The group owns more than 15 percent of the $1.5 billion outstanding of Venezuela’s 2034 bonds, according to Mark Stancil, the attorney at Robbins, Russell, Englert, Orseck, Untereiner & Sauber LLP who’s representing the investors. Stancil declined to name the companies. He helped represent hedge funds Aurelius Capital Management and Davidson Kempner Capital Management in their lawsuit against Argentina.

The Venezuela investors, which together have about $20 billion in assets under management, are seeking to “grow the group and evaluate multiple enforcement actions” on the securities, Stancil said by phone. The notes, which had a $70 million interest payment due in January, are trading at about 31 cents on the dollar.

Stancil’s group is the latest to emerge following Venezuela’s unusual default. The nation -- mired in its worst-ever recession and an economic crisis that’s spurred droves of people to flee the nation -- has skipped payment deadlines on nearly $4 billion in bonds since November.

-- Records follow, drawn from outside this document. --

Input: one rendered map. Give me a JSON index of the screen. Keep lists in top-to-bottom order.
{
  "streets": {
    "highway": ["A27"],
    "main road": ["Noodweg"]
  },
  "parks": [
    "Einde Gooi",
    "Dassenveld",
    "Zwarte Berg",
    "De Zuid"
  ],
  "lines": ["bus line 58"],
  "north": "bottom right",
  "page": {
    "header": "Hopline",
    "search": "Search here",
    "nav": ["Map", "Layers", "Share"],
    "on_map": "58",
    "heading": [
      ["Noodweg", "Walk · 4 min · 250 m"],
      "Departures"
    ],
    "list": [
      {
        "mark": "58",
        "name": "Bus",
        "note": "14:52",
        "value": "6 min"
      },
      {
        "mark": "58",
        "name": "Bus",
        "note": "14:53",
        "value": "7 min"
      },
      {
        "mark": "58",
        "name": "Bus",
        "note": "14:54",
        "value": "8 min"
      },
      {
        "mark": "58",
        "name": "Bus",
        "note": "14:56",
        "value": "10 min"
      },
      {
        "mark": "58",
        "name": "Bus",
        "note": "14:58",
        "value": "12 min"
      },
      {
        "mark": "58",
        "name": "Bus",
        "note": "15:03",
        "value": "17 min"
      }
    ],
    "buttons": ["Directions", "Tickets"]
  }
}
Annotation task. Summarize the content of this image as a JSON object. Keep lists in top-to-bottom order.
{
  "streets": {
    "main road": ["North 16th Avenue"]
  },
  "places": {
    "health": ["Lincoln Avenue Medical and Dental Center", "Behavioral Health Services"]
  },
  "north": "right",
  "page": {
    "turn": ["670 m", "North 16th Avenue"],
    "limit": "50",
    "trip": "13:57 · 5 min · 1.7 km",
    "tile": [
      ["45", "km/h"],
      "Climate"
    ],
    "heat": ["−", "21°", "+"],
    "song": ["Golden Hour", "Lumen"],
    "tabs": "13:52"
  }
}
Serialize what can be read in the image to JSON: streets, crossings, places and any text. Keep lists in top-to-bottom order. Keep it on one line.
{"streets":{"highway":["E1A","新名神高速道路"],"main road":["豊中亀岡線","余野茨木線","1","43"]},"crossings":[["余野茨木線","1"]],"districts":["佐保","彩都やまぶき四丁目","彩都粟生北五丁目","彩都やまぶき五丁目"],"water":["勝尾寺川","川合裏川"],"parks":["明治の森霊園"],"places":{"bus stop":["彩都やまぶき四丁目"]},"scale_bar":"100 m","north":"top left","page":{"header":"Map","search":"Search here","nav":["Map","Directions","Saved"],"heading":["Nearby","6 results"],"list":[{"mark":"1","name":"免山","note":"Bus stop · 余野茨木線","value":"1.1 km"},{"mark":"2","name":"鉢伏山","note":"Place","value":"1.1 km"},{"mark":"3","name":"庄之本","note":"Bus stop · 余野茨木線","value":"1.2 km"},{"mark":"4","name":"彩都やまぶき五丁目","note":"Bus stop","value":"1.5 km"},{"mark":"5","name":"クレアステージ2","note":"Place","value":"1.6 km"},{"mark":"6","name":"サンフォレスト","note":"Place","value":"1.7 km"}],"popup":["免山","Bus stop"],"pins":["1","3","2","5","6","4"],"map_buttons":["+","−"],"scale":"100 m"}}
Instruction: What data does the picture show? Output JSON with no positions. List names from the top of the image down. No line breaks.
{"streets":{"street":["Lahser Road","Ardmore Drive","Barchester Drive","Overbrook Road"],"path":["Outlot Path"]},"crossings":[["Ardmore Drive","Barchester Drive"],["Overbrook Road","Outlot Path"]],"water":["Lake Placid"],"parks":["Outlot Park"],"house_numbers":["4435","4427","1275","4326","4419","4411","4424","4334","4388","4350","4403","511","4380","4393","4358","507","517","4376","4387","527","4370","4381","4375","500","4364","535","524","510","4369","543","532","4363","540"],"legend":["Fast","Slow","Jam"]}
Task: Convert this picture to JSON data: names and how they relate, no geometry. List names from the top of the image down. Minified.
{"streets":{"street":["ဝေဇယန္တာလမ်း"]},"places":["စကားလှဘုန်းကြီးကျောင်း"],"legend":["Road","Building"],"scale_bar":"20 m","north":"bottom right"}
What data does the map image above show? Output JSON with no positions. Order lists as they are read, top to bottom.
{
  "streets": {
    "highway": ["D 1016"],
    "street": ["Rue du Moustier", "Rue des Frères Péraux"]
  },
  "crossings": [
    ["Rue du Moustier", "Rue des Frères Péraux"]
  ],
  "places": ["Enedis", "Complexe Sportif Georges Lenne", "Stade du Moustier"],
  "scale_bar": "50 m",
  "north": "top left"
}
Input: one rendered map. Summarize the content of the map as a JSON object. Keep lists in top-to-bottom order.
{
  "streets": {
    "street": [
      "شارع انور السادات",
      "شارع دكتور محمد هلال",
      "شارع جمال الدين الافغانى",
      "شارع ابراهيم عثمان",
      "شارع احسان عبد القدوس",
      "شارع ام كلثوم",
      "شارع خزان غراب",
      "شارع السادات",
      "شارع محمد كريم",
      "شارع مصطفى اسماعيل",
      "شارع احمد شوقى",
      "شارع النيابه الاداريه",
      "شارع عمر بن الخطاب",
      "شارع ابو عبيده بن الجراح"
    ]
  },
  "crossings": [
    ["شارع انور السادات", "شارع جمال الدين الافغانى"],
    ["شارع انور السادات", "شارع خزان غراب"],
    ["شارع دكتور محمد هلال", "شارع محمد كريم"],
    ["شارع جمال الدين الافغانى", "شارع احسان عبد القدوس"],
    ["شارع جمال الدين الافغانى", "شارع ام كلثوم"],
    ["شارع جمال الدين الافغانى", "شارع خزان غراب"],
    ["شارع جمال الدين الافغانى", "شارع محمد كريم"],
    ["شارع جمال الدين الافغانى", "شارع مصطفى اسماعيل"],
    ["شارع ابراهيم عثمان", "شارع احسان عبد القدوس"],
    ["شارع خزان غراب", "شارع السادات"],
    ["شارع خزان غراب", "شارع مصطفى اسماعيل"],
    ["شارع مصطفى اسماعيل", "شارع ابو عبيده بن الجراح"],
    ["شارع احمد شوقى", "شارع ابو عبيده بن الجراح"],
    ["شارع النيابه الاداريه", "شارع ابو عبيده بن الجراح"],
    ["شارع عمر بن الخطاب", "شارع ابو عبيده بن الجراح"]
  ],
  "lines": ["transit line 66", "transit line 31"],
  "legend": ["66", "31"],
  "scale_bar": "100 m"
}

Because of U.S. sanctions aimed at restricting financing for President Nicolas Maduro’s authoritarian regime, American investors are prohibited from engaging in a debt restructuring, and are mostly sidelined from talks with Venezuelan officials.

While the group doesn’t yet own the minimum threshold needed of the notes to demand immediate payment of their principal -- a process known as acceleration -- it does have the required amount to block key modifications to their bond contracts.

Venezuela would need the consent from holders of at least 85 percent of the outstanding debt to amend items including the amount of principal or interest owed to investors, the bonds’ maturity date, and the governing law.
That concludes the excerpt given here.